Anno: 2017
Autore: Silvia Pedri
Editore: Antares Edizioni (autopubblicato)
Pagine: 104
ISBN: 9788826490441
ATTENZIONE – CONTIENE SPOILER
Come dice la sua stessa presentazione, La risposta di Giobbe è “una tenera storia d’amore“.
Una storia che coinvolge due personaggi molto particolari: Liubia Morzenti, studentessa all’Accademia di Belle Arti; e Salvo, postino emigrato a Milano dalla Sicilia.
La citazione del titolo è biblica. E’ infatti nel Libro di Giobbe che Dio e Satana scommettono sulla fedeltà di Giobbe, uomo pio e devoto: quanto a lungo riuscirà questo virtuoso a rimanere fedele al suo dio, se verrà colpito più e più volte nei suoi beni e negli affetti?
Stremato dalle disgrazie che gli sono occorse, dopo qualche tempo Giobbe si lamenta della sua condizione con altri con altri saggi uomini1, trovandosi infine a parlare con Dio stesso, che gli appare in una tempesta. La risposta di Dio a Giobbe è abbastanza nota, e non è troppo amichevole.
Forse un po’ meno nota è appunto la risposta di Giobbe a Dio: “Davvero ho esposto cose che non capisco, cose troppo meravigliose per me, che non comprendo“2, ammette infatti l’uomo dopo che Dio gli ha rinfacciato la sua piccolezza, la sua insignificanza di fronte alla divinità. Giobbe dunque si pente e ritira le sue rivendicazioni.
La sensazione più immediata potrebbe essere che non si può pretendere da Dio (o comunque da Yahweh) una spiegazione del senso della vita e di ciò che succede nel suo svolgersi. Quella del senso della vita sarebbe quindi una ricerca continua e destinata, sembrerebbe, a non trovare soluzione.

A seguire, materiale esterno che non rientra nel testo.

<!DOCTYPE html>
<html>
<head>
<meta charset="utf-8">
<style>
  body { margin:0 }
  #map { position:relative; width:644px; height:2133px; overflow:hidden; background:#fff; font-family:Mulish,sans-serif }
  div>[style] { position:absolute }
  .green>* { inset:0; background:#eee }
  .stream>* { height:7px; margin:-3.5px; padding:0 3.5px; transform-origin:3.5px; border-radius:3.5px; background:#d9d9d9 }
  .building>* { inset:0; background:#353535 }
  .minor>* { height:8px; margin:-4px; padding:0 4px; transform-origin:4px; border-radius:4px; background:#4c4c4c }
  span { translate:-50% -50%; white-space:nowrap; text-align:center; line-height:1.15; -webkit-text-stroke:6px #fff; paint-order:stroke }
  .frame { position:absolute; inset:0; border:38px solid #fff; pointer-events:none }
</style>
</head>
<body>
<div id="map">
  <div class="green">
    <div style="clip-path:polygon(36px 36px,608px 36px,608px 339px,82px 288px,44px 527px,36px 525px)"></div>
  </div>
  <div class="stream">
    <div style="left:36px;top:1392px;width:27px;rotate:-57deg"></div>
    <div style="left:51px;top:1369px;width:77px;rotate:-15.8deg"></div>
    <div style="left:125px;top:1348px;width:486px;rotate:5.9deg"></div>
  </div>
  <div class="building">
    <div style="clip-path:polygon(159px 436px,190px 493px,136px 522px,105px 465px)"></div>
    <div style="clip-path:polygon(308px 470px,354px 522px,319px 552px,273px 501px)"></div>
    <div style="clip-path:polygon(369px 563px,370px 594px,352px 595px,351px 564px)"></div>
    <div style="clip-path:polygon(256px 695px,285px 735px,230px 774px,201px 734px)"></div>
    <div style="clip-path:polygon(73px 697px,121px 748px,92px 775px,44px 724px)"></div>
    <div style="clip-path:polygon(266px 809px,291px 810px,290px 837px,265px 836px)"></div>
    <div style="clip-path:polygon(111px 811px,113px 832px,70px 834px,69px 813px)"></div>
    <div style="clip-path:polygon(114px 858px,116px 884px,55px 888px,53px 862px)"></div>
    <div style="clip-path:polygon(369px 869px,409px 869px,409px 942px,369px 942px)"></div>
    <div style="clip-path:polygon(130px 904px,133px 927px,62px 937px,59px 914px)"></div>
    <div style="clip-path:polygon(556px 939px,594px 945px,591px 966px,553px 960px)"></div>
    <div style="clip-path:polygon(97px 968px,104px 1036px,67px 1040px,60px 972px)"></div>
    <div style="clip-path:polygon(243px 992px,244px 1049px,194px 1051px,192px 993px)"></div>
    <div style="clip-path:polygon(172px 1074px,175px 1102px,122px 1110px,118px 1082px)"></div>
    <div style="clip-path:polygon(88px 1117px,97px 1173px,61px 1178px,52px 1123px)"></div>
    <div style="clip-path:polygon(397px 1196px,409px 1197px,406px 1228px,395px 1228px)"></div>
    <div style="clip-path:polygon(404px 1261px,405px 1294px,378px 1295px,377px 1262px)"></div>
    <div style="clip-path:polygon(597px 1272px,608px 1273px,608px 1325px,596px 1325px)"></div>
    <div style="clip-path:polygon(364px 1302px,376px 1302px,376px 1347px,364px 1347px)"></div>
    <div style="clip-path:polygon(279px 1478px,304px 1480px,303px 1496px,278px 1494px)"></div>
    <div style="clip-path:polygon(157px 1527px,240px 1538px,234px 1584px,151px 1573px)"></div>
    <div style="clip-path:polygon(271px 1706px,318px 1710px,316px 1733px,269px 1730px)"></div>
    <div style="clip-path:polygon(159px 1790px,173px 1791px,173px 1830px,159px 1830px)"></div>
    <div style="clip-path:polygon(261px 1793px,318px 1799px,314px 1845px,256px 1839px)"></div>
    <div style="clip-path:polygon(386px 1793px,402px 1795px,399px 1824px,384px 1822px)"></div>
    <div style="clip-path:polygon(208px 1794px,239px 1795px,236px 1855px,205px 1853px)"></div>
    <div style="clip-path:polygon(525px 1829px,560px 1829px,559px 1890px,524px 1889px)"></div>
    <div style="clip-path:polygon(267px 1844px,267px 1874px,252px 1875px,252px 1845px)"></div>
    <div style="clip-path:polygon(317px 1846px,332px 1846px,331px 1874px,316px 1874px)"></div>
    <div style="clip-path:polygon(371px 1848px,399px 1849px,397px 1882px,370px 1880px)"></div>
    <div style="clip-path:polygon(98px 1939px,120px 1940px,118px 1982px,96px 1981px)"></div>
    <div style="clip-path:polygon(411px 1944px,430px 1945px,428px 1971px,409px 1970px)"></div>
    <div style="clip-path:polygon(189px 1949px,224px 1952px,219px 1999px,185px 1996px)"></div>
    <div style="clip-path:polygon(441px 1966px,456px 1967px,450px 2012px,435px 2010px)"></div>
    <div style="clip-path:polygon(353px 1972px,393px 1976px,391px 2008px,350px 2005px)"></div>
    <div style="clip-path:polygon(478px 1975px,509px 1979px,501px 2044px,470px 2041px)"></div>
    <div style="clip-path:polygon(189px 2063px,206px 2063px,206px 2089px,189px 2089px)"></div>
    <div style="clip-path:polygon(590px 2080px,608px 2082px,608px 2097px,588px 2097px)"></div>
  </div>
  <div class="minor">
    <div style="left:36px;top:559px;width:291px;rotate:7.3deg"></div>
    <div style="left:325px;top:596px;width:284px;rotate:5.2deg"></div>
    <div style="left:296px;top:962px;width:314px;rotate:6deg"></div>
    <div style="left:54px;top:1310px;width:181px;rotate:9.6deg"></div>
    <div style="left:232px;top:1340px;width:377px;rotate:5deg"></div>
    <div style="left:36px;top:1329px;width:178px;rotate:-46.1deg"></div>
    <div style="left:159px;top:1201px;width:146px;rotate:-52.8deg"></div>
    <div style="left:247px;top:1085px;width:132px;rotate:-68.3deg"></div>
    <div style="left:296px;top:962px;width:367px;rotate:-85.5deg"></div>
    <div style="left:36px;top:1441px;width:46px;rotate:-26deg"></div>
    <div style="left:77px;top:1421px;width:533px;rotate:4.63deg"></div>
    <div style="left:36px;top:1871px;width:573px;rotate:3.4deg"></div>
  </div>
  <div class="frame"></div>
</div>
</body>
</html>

La risposta di Giobbe in realtà non cerca esattamente il senso della vita; in questo romanzo di Silvia Pedri, piuttosto, Liubia cerca, sepolti nella memoria, i pezzi di un amore perduto.
Come scopriamo già dalle prime righe, infatti, Liubia e Salvo non stanno più insieme.

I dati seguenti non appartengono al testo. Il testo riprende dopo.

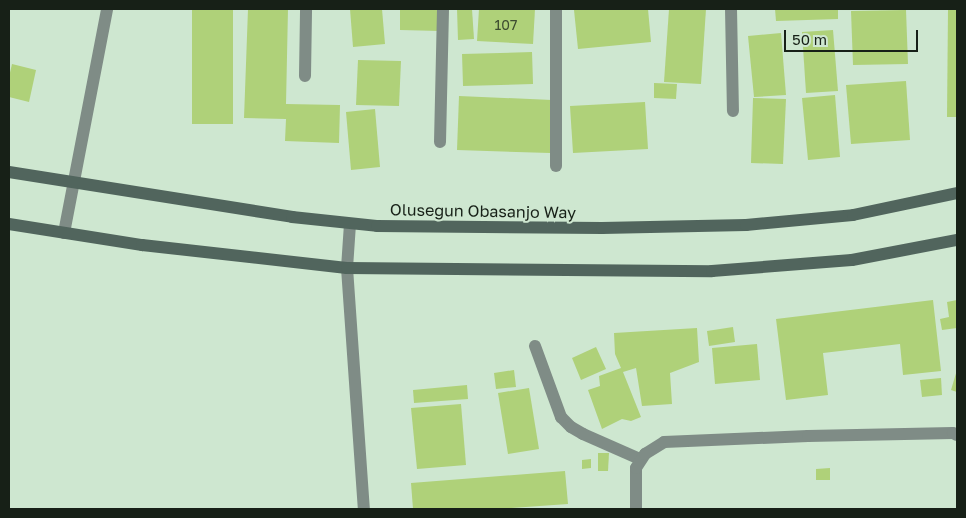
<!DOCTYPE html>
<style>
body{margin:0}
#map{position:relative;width:966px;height:518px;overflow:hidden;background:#cee7d0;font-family:"Golos Text",sans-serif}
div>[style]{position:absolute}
.building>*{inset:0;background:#afd179}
.street>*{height:12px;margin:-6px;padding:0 6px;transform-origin:6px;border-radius:6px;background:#7f8c86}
.secondary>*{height:12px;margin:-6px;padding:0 6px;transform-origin:6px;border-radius:6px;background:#51655d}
span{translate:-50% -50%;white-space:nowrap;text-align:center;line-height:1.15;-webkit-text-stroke:4px #cee7d0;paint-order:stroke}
.number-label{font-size:14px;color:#3d4c30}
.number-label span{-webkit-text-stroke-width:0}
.street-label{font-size:16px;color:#172017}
.frame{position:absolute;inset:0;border:10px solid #172017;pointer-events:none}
.scale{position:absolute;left:784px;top:30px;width:134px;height:22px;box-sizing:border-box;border:2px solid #172017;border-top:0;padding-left:6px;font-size:15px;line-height:18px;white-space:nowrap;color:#172017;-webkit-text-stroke:4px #cee7d0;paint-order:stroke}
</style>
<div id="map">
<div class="building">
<div style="clip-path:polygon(192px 9px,233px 9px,233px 124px,192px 124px)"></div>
<div style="clip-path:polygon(248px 9px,288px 9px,286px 104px,340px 105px,339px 143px,285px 141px,286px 119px,244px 118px)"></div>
<div style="clip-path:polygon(350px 9px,382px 9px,385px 44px,353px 47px)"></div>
<div style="clip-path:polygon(400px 9px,441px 9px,440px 31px,400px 30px)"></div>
<div style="clip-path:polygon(457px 9px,472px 9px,474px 39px,458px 40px)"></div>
<div style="clip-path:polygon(479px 9px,535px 9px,533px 44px,477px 41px)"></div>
<div style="clip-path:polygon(587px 9px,648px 9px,651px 42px,578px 49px,574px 10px)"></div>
<div style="clip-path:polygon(669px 9px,706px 9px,701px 84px,664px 82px)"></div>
<div style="clip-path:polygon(775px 9px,838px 9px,838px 19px,776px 21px)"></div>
<div style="clip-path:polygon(948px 9px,957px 9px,957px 117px,947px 117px)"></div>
<div style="clip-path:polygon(906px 10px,908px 64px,853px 65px,851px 11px)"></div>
<div style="clip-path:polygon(833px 30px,838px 91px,806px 93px,802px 32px)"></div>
<div style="clip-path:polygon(781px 33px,786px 95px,754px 97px,748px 36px)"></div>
<div style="clip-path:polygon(532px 52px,533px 84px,463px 86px,462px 54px)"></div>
<div style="clip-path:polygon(358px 60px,401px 61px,399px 106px,356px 105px)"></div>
<div style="clip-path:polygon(12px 64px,36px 70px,29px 102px,9px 97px,9px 77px)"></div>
<div style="clip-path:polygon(906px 81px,910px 140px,851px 144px,846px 85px)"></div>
<div style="clip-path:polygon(654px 83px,677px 84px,676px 99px,654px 98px)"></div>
<div style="clip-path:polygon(835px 95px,840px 157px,808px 160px,802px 98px)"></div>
<div style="clip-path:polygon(459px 96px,552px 100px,550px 153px,457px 150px)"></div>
<div style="clip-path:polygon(753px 98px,786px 99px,783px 164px,751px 163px)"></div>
<div style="clip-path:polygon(645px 102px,648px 149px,573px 153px,570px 106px)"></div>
<div style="clip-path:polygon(375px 109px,380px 167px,351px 170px,346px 112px)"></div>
<div style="clip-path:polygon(933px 300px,941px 371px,903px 375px,900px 344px,823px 353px,828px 395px,786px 400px,776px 319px)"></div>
<div style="clip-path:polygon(957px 300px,957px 328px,942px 330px,940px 319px,949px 317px,947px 302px)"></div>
<div style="clip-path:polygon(733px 327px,735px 342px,709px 346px,707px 331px)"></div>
<div style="clip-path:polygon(697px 328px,699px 362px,670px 373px,672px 404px,642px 406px,636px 368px,623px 372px,641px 417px,631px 421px,622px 419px,602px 429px,588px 390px,600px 386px,599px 376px,621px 368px,615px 354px,614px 333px)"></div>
<div style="clip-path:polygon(757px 344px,760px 380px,715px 384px,712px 348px)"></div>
<div style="clip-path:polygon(596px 347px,606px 369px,581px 380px,572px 358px)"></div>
<div style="clip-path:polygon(514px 370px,516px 387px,496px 389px,494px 373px)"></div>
<div style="clip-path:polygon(957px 370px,957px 392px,951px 390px)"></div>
<div style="clip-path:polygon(941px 378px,942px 395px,922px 397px,920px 380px)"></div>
<div style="clip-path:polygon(467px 385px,468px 399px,414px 403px,413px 390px)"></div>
<div style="clip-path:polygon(529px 388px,539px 449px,508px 454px,498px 393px)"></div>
<div style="clip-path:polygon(461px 404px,466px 465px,417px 469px,411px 408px)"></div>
<div style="clip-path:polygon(598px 453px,609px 453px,608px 471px,598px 471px)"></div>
<div style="clip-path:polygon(591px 459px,591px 468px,582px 469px,582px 460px)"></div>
<div style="clip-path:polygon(830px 468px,830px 480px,816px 480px,816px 469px)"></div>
<div style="clip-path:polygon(565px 471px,568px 504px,496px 509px,413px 509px,411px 483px)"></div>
</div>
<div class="street">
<div style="left:556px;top:9px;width:157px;rotate:90deg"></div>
<div style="left:731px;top:9px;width:102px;rotate:88.9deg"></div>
<div style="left:305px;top:76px;width:67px;rotate:-89.1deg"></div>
<div style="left:440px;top:142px;width:133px;rotate:-88.7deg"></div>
<div style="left:350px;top:224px;width:44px;rotate:93.9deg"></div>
<div style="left:347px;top:268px;width:242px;rotate:86deg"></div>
<div style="left:64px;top:233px;width:228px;rotate:-79.1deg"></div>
<div style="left:535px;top:346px;width:76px;rotate:69.9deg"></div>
<div style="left:561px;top:417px;width:14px;rotate:45deg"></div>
<div style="left:571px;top:427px;width:14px;rotate:30deg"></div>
<div style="left:583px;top:434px;width:62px;rotate:23.7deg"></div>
<div style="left:636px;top:509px;width:41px;rotate:-90deg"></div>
<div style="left:636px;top:468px;width:17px;rotate:-57deg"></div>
<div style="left:645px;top:454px;width:22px;rotate:-32deg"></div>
<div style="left:664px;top:442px;width:144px;rotate:-2.4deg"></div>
<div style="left:808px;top:436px;width:145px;rotate:-1.2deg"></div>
<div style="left:953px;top:433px;width:4px;rotate:27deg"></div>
</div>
<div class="secondary">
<div style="left:9px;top:172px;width:287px;rotate:9deg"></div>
<div style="left:292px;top:217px;width:85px;rotate:6deg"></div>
<div style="left:377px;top:226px;width:225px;rotate:0.5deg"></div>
<div style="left:602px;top:228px;width:144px;rotate:-1.2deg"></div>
<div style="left:746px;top:225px;width:107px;rotate:-5.3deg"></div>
<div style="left:853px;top:215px;width:106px;rotate:-11.9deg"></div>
<div style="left:9px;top:224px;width:135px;rotate:9deg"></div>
<div style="left:142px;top:245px;width:206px;rotate:6.4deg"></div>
<div style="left:347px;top:268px;width:365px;rotate:0.5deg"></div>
<div style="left:712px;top:271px;width:140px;rotate:-4.5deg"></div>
<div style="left:852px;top:260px;width:107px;rotate:-10.8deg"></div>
</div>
<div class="number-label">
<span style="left:506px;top:25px">107</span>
</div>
<div class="street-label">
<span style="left:483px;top:211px;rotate:1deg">Olusegun Obasanjo Way</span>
</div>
<div class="frame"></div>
<div class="scale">50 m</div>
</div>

Liubia però sente che Salvo è ancora vivo, da qualche parte, e riesce addirittura a percepirne la presenza sul territorio di Milano.
No, non è fantascienza: questa capacità extrasensoriale è dovuta, nel caso di Liubia, all’epilessia. Liubia ne soffre fin dall’infanzia, insieme all’asma. E quando sviene in preda alle convulsioni riesce a percepire le cose in un modo diverso dall’ordinario. E a quanto sembra di capire tutto il romanzo potrebbe anche svolgersi in un solo, unico istante: l’istante in cui Liubia, in preda a una crisi, percepisce la presenza di Salvo e ricorda.
Liubia ricorda la sua storia iniziata per una coincidenza, la reciproca analisi dei traumi e dei problemi che affliggono entrambi, le serate a casa di variopinta gente portatrice di condizioni fuori dal cosiddetto “comune” (comune a chi?, ci si potrebbe chiedere), le storie con altri ragazzi, la passione per la pittura.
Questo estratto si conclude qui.